Collected data entries:
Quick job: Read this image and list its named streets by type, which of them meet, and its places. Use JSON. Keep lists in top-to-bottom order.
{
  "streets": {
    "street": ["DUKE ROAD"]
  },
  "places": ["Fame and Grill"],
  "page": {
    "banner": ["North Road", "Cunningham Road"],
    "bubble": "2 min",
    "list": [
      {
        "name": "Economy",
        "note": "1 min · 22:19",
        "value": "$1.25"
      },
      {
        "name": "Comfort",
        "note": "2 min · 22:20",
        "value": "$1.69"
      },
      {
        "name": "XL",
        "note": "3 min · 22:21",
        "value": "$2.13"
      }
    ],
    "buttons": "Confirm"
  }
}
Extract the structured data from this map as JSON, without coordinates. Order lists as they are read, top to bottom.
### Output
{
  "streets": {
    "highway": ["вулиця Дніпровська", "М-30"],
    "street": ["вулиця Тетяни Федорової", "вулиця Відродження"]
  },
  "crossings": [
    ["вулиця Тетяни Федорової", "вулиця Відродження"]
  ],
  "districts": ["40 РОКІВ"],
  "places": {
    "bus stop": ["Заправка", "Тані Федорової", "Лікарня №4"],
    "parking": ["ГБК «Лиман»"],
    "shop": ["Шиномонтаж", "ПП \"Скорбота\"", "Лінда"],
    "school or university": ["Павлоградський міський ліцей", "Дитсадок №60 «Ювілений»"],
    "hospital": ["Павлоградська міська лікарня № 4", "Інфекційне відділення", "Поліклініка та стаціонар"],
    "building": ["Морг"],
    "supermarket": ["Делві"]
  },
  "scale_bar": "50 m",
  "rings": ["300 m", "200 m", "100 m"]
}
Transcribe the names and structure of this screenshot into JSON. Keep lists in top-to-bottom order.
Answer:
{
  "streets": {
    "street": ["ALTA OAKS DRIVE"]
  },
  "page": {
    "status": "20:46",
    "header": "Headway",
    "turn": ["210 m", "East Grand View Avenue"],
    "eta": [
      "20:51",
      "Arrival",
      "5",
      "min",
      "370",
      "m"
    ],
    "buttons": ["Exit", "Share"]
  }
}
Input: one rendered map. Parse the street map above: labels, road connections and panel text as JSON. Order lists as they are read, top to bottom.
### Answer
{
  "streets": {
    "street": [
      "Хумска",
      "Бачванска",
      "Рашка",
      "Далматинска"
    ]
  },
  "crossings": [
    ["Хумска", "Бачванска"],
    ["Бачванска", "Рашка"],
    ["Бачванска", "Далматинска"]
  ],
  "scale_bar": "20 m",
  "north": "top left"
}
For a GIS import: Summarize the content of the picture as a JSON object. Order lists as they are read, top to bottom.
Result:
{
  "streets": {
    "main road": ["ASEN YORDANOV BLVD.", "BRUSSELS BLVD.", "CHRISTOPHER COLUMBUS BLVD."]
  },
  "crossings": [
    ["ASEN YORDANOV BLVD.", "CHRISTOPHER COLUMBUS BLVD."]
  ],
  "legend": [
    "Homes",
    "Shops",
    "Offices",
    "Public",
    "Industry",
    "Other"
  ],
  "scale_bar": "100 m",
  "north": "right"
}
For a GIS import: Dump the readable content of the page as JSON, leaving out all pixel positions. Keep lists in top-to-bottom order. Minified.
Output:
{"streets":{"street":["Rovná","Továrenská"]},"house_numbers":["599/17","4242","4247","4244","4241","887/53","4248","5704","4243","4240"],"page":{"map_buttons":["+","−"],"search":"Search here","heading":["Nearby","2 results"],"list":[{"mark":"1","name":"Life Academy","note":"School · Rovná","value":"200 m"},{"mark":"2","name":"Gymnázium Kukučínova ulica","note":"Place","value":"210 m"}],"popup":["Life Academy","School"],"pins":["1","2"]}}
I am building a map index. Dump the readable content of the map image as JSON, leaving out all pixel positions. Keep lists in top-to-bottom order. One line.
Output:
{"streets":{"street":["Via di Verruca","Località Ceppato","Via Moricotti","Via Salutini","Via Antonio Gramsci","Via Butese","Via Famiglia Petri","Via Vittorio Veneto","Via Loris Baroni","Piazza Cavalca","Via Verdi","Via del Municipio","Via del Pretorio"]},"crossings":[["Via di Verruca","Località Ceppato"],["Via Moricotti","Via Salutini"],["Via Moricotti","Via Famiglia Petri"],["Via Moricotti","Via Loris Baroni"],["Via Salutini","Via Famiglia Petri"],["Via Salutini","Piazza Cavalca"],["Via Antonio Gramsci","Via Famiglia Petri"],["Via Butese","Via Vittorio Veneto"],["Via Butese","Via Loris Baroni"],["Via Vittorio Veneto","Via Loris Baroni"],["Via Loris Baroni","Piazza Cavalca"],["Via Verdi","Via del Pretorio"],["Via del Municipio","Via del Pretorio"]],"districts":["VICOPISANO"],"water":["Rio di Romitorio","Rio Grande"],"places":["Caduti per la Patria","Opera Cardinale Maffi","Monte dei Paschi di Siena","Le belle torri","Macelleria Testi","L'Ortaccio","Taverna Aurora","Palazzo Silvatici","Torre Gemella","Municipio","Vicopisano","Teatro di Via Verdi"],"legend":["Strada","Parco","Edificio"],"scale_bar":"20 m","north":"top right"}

**What to do**
The word "import" may appear on some lines of these records; state how many such lines there are, and nothing else.

**Exercise output**
2